On Gay Marriage, Bluefish Cove Was Ahead Of It’s Time

One of the first things that surprised me about Last Summer at Bluefish Cove is the way “marriage’ amongst these lesbian couples is talked about quite casually.  My expectation from a 1970′s play was that marriage would not even be mentioned.  This was 30 years before the LGBTQ community even considered legal marriage a possibility.  Yet the women of this play frequently refer to themselves as married and consider their committed relationships as marriages.  I think the world is ready to catch up with the women of Bluefish Cove.

17 Comments

  1. I, too, will be interested to see how the female characters in the play are using the word “marriage.” Of course, the word has been used in all kinds of ways over the centuries, and these days it is part of the larger “Gay Rights” discourse. While I firmly believe that queer people should be able to marry and to recieve the benefits of marriage just like their straight counterparts, I am also concerned at the assimilationist emphasis in the current gay rights movement – the emphasis on having the same “rights” as straight people. What about those queers who dont” WANT to get married, or who see the institution of marriage as inherently patriarchal and oppressive, or who see it as the basis for our consumerist capitalist culture? What about those who don”t WANT to, or can”t, serve in the military or who see it as an inherently oppressive institution? Why isn”t there more emphasis on the epidemic of violence against trans folks and street kids? What about the abuse of queers in the prison-industrial complex? To paraphrase Kenyon Farrow, it is the UNDOING of ALL systems of domination and control that will lead to liberation for all of us.

    • I like that “undoing of all systems” point. It seems time for our nation to do a spring cleaning of all the structures that shape our political, economic, and social workings. It seems like maintaining a marriage these days is one of the hardest struggles people face. All my girlfriends get so frustrated with their husbands, some for good reason. I remind them that men (very generally speaking) have had very limited training on being good fathers and husbands. For so many generations, men have only had the responsibility of providing food, shelter, or income. It has only been a few generations since women began providing up to and even more than half of the family income. This changes family dynamics drastically, and few people consider how much work it takes to adjust. Most men do not instinctively see all the ways they SHOULD be helping their partners at home. This gives most women the added chore of teaching them how they can be better husbands and fathers. It”s a fascinating and extremely complicated situation the modern family finds itself in these days. Not to mention, the technology that allows us to do multiple tasks at once, also divides our attention in many directions at once. This makes focused communication between two people harder than ever as our psyches are divided in so many ways. Good luck to all people who try to maintain any kind of bond with each other these days! It is a brave and noble endeavor that deserves everyone”s blessing :-)
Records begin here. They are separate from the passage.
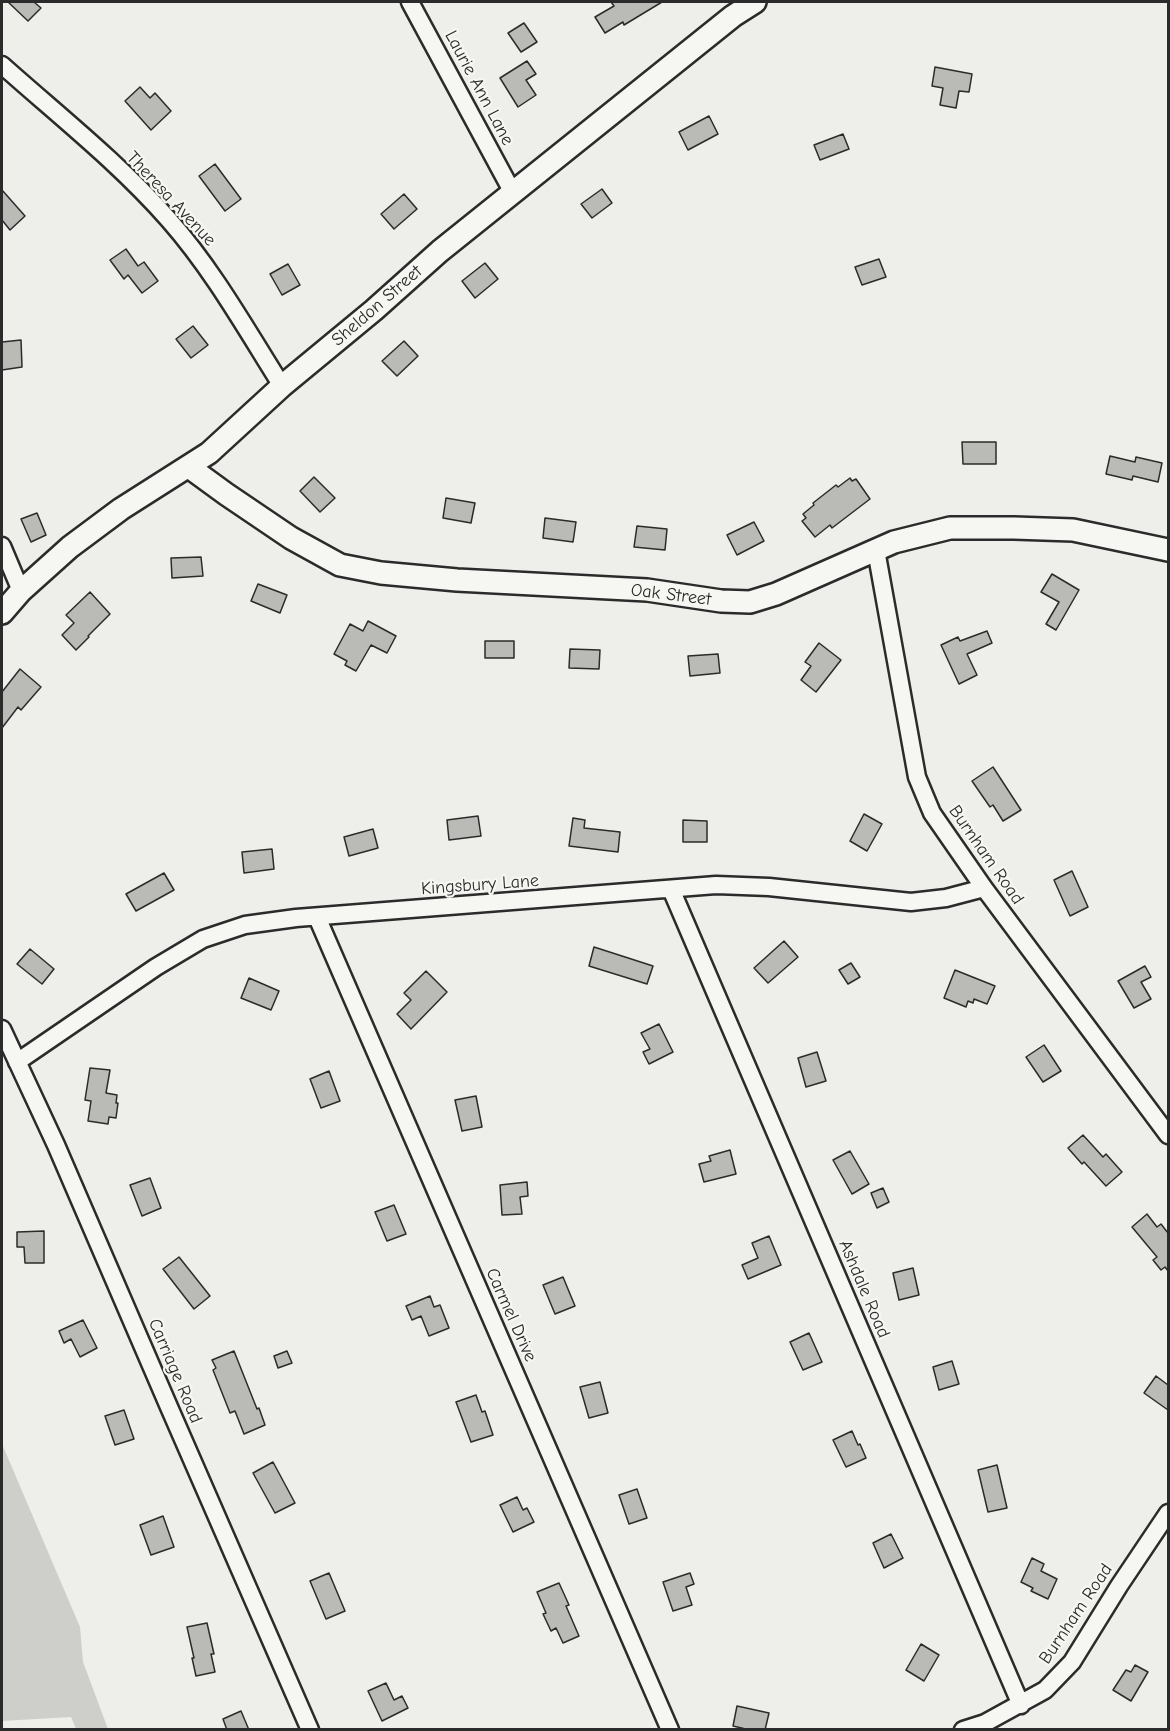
<!DOCTYPE html>
<style>
body{margin:0}
#map{position:relative;width:1170px;height:1731px;overflow:hidden;background:#eeeeea;font-family:"Comic Neue",sans-serif}
canvas{display:block}
.frame{position:absolute;inset:0;border:3px solid #2b2b2b;pointer-events:none}
</style>
<div id="map">
<canvas width="1170" height="1731"></canvas>
<div class="frame"></div>
</div>
<script>
const ctx = document.querySelector('canvas').getContext('2d');
ctx.lineJoin = 'round';
function paint(path, color) { ctx.fillStyle = color; ctx.fill(path, 'evenodd'); }
function stroke(path, color, width, dash) { ctx.strokeStyle = color; ctx.lineWidth = width; ctx.lineCap = dash ? 'butt' : 'round'; ctx.setLineDash(dash || []); ctx.stroke(path); }
function label(font, color, halo, rows, align = 'center') {
  ctx.font = font + ' "Comic Neue",sans-serif'; ctx.lineWidth = 4.5; ctx.setLineDash([]); ctx.textBaseline = 'middle'; ctx.strokeStyle = halo; ctx.fillStyle = color; for (const [text, x, y, turn = 0] of rows) {
    ctx.save(); ctx.translate(x, y); ctx.rotate((+turn || 0) * Math.PI / 180); ctx.textAlign = isNaN(turn) ? turn : align; if (halo) ctx.strokeText(text, 0, 0); ctx.fillText(text, 0, 0); ctx.restore();
  }
}
const green = new Path2D(`
 M2,1444l78,183 3,35 25,67h-32l-5,-12 -69,4z`);
const building = new Path2D(`
 M8,2h26l7,6 -13,13z
 M611,2h51l-38,23 -1,-3 -18,11 -10,-16 19,-11z
 M524,23l13,19 -16,10 -13,-19z
 M527,61l9,13 -10,6 10,15 -18,12 -18,-29z
 M935,67l37,7 -3,18 -10,-1 -3,17 -16,-3 3,-17 -11,-2z
 M140,87l10,11 5,-5 16,18 -20,19 -26,-29z
 M709,116l9,18 -30,16 -9,-18z
 M843,134l6,15 -29,11 -6,-15z
 M215,164l26,35 -16,12 -26,-35z
 M602,189l10,14 -20,15 -11,-14z
 M2,190l23,26 -15,14 -8,-10z
 M404,194l13,15 -23,20 -13,-15z
 M126,249l12,17 6,-4 14,19 -16,12 -14,-18 -4,4 -14,-19z
 M879,259l7,18 -24,8 -7,-18z
 M485,263l13,16 -23,19 -13,-17z
 M288,264l12,21 -18,10 -12,-21z
 M193,326l15,19 -17,13 -15,-19z
 M21,340l1,27 -20,3v-28z
 M404,341l14,15 -21,20 -15,-15z
 M962,442h34v22h-33z
 M1110,456l25,6 1,-5 26,6 -4,19 -25,-6 -1,4 -26,-6z
 M314,477l21,21 -15,14 -20,-21z
 M850,478l2,3 4,-2 14,20 -38,29 -2,-3 -15,12 -13,-16 4,-3 -3,-4 11,-9 -1,-2 23,-18 2,2z
 M446,498l29,5 -4,20 -28,-5z
 M37,513l9,22 -15,7 -10,-23z
 M545,518l31,4 -3,20 -30,-4z
 M754,522l10,19 -27,14 -10,-20z
 M637,526l30,3 -2,21 -31,-3z
 M201,557l2,19 -31,2 -1,-20z
 M1052,574l27,16 -23,40 -10,-6 13,-22 -18,-10z
 M258,584l29,11 -7,18 -29,-12z
 M90,592l20,22 -22,22 1,1 -13,13 -14,-15 12,-12 -8,-8z
 M368,621l28,15 -9,17 -16,-8 -15,26 -11,-6 2,-4 -13,-7 16,-30 13,7z
 M987,631l5,12 -25,11 10,21 -18,9 -18,-39 17,-8 2,4z
 M485,641h29v17h-29z
 M819,643l22,17 -25,32 -15,-12 10,-14 -6,-4z
 M570,649l30,1 -1,19 -30,-1z
 M718,654l2,19 -30,3 -2,-20z
 M20,669l21,18 -20,23 -3,-3 -16,21v-36z
 M993,767l28,43 -18,11 -10,-16 -3,2 -18,-26z
 M864,814l18,10 -15,27 -17,-10z
 M478,816l3,20 -32,4 -2,-20z
 M573,818l12,2 -1,8 36,4 -2,20 -49,-6z
 M683,820l24,1v21h-24z
 M373,829l5,19 -29,8 -5,-19z
 M272,849l2,20 -30,4 -2,-21z
 M1072,871l16,36 -18,9 -16,-36z
 M164,873l10,17 -38,21 -10,-17z
 M784,941l14,16 -30,26 -14,-15z
 M594,947l59,19 -6,18 -58,-18z
 M30,949l24,20 -12,15 -25,-20z
 M851,963l9,14 -12,7 -9,-14z
 M1145,966l6,11 -10,5 10,17 -17,9 -16,-27z
 M955,970l40,16 -8,18 -13,-5 -1,4 -5,-2 -2,6 -22,-9z
 M426,971l21,21 -36,37 -14,-15 14,-14 -7,-7z
 M249,978l30,13 -8,19 -30,-12z
 M659,1024l14,28 -24,12 -6,-12 7,-3 -9,-16z
 M1044,1045l17,26 -18,11 -17,-25z
 M817,1052l9,29 -20,6 -8,-29z
 M90,1068l20,2 -4,23 11,2 -1,8h2l-2,15 -7,-1 -1,7 -20,-3 3,-20 -6,-1z
 M329,1071l11,30 -19,7 -11,-29z
 M476,1096l6,31 -20,4 -7,-31z
 M1083,1135l20,22 3,-3 16,18 -16,14 -22,-24 -2,2 -14,-16z
 M730,1150l6,24 -32,8 -5,-18 12,-3 -2,-5z
 M850,1151l19,33 -17,10 -19,-34z
 M150,1178l11,30 -19,8 -12,-31z
 M527,1182l1,14 -8,1 2,17 -20,1 -2,-30z
 M883,1188l6,14 -12,6 -6,-15z
 M394,1205l12,29 -19,7 -12,-29z
 M1147,1214l10,13 4,-3 7,9v38l-3,-4 -4,3 -8,-10 4,-3 -25,-30z
 M44,1231v32h-19l-1,-16h-7v-15z
 M769,1236l12,29 -33,14 -6,-14 16,-7 -6,-15z
 M179,1257l31,39 -16,13 -31,-40z
 M913,1268l6,27 -20,5 -6,-27z
 M563,1277l12,29 -20,8 -12,-29z
 M430,1296l4,11 6,-2 9,23 -20,8 -8,-20 -9,4 -6,-14z
 M83,1320l14,28 -17,9 -9,-18 -7,4 -5,-12z
 M809,1333l13,29 -19,8 -13,-28z
 M234,1351l23,58 2,-1 6,17 -21,9 -9,-23 -5,2 -17,-43 3,-2 -4,-8z
 M287,1351l5,12 -14,5 -4,-12z
 M952,1361l7,23 -20,6 -6,-23z
 M1156,1376l12,9v25l-24,-17z
 M600,1382l8,31 -19,5 -9,-31z
 M476,1395l6,17 3,-1 8,24 -22,7 -15,-40z
 M124,1410l10,29 -19,6 -10,-29z
 M852,1431l6,14 2,-1 6,14 -20,9 -13,-27z
 M273,1462l22,41 -20,10 -22,-40z
 M997,1465l10,43 -19,4 -10,-42z
 M637,1489l10,29 -18,6 -10,-29z
 M517,1497l6,13 4,-2 7,14 -21,10 -13,-27z
 M163,1516l11,31 -23,8 -11,-30z
 M891,1534l12,24 -19,10 -11,-25z
 M1032,1558l12,6 -3,7 16,8 -9,20 -17,-8 2,-3 -12,-6z
 M329,1573l16,38 -19,8 -16,-38z
 M690,1573l4,11 -8,3 6,18 -19,6 -10,-29z
 M559,1583l10,22 -3,1 13,30 -16,7 -7,-15 -5,3 -8,-17 3,-1 -9,-21z
 M207,1623l7,31h-3l4,18 -19,4 -4,-18h2l-7,-31z
 M921,1644l18,11 -15,26 -18,-11z
 M1135,1665l13,7 -17,29 -18,-11 13,-20 5,2z
 M386,1683l8,17 8,-4 6,12 -26,13 -14,-30z
 M737,1706l32,7 -4,17h-15l-17,-4z
 M241,1711l8,19h-22l-4,-11z`);
const minor = new Path2D(`
 M410,2l103,191
 M2,65c56,50 117,98 167,155 44,50 77,109 113,166
 M2,546l19,45
 M876,550l41,227 15,36 52,75 184,247
 M671,889l350,816
 M317,917l353,813
 M2,1029l54,116 113,262 141,323
 M17,1062l139,-95 47,-28 42,-14 51,-7 420,-33 53,2 142,15 35,-4 38,-10
 M963,1730l22,-7 60,-33 27,-28 47,-76 49,-73`);
const tertiary = new Path2D(`
 M189,467l37,27 65,44 49,27 41,8 76,7 190,10 74,11 29,1 26,-8 118,-52 56,-14h64l59,2 95,20
 M2,613l19,-22 49,-44 51,-38 88,-56 73,-67 92,-76 66,-59 293,-235 22,-14`);
const streetNames = [
 ["Laurie Ann Lane",479,88,62],
 ["Theresa Avenue",171,199,47],
 ["Sheldon Street",377,306,-41],
 ["Oak Street",671,595,7],
 ["Burnham Road",986,855,55],
 ["Kingsbury Lane",480,885,-4],
 ["Ashdale Road",864,1289,67],
 ["Carmel Drive",511,1315,66],
 ["Carriage Road",175,1371,67],
 ["Burnham Road",1076,1614,-56]
];
paint(green, '#cececa');
paint(building, '#babab7');
stroke(building, '#2b2b2b', 1.5);
stroke(minor, '#2b2b2b', 21);
stroke(tertiary, '#2b2b2b', 26);
stroke(minor, '#f6f6f2', 16);
stroke(tertiary, '#f6f6f2', 21);
label('18px', '#2b2b2b', '#f6f6f2', streetNames);
</script>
  2. I was impressed that the play shows all different complexities in relationships in a realistic light. They also discuss places like The Netherlands that have been embracing of homosexual marriage from before the time of the play. It is curious to consider which countries allow their citizens certain personal freedoms, and which ones don”t. I am an American who visited The Netherlands a couple times, and the general public there seems very conservative and quiet. In America, the media seems to portray those who are accepting of personal freedoms that do not harm others as radical, wild, wacky, liberals. However, it seems to me that intolerance of people”s desire to marry the people they love is radically wrong, not conservative.

  3. Very nicely put.. The world has gotten so Industrialized and fast paced that it is hard to stay simplistic. That it is true that men have been pushed in to more roles than the past. Women as well, by their choice or not. It takes alot to succed at work, raise a family, run a house hold, and maintain a strong healthy adult relationship. I think one of the reasons my new relationship is so successful is that my children are all grown and my partner and I have our own identies and lives. It takes a lot of pressure off.

    On the other blog.. I am not so educated on the differences between gay, queer, transgender, I understand bisexual.

    Do you think is a cycle, lets see if I can express this right. In the past, the issue of non hetrosexual was hidden and behind doors, not accepted, then it becomes more out in the open and it seems everyone has something to say about it… Do you think that after a time, the attention will die down and it will just become a part of life and because the more people are exposed to some thing the more it just becomes accepted and not such a hot topic…. Also fear come from the unknown and fear breeds anger and hatred. As the issue becomes more and more exposed it becomes less fearful and accepted. I don”t know just a thought.

  4. In the 1970 Lesbian marriage was not acceptable anywhere in the United States. In addition, people didn’t even talk about it. Because of this the ladies in this play made sure that no one new that they were Homosexuals. Now that it is 2012 people are fighting for their rights to live openly with her partner, and, although it is still a heated topic, over all, same sex couples are more accepted.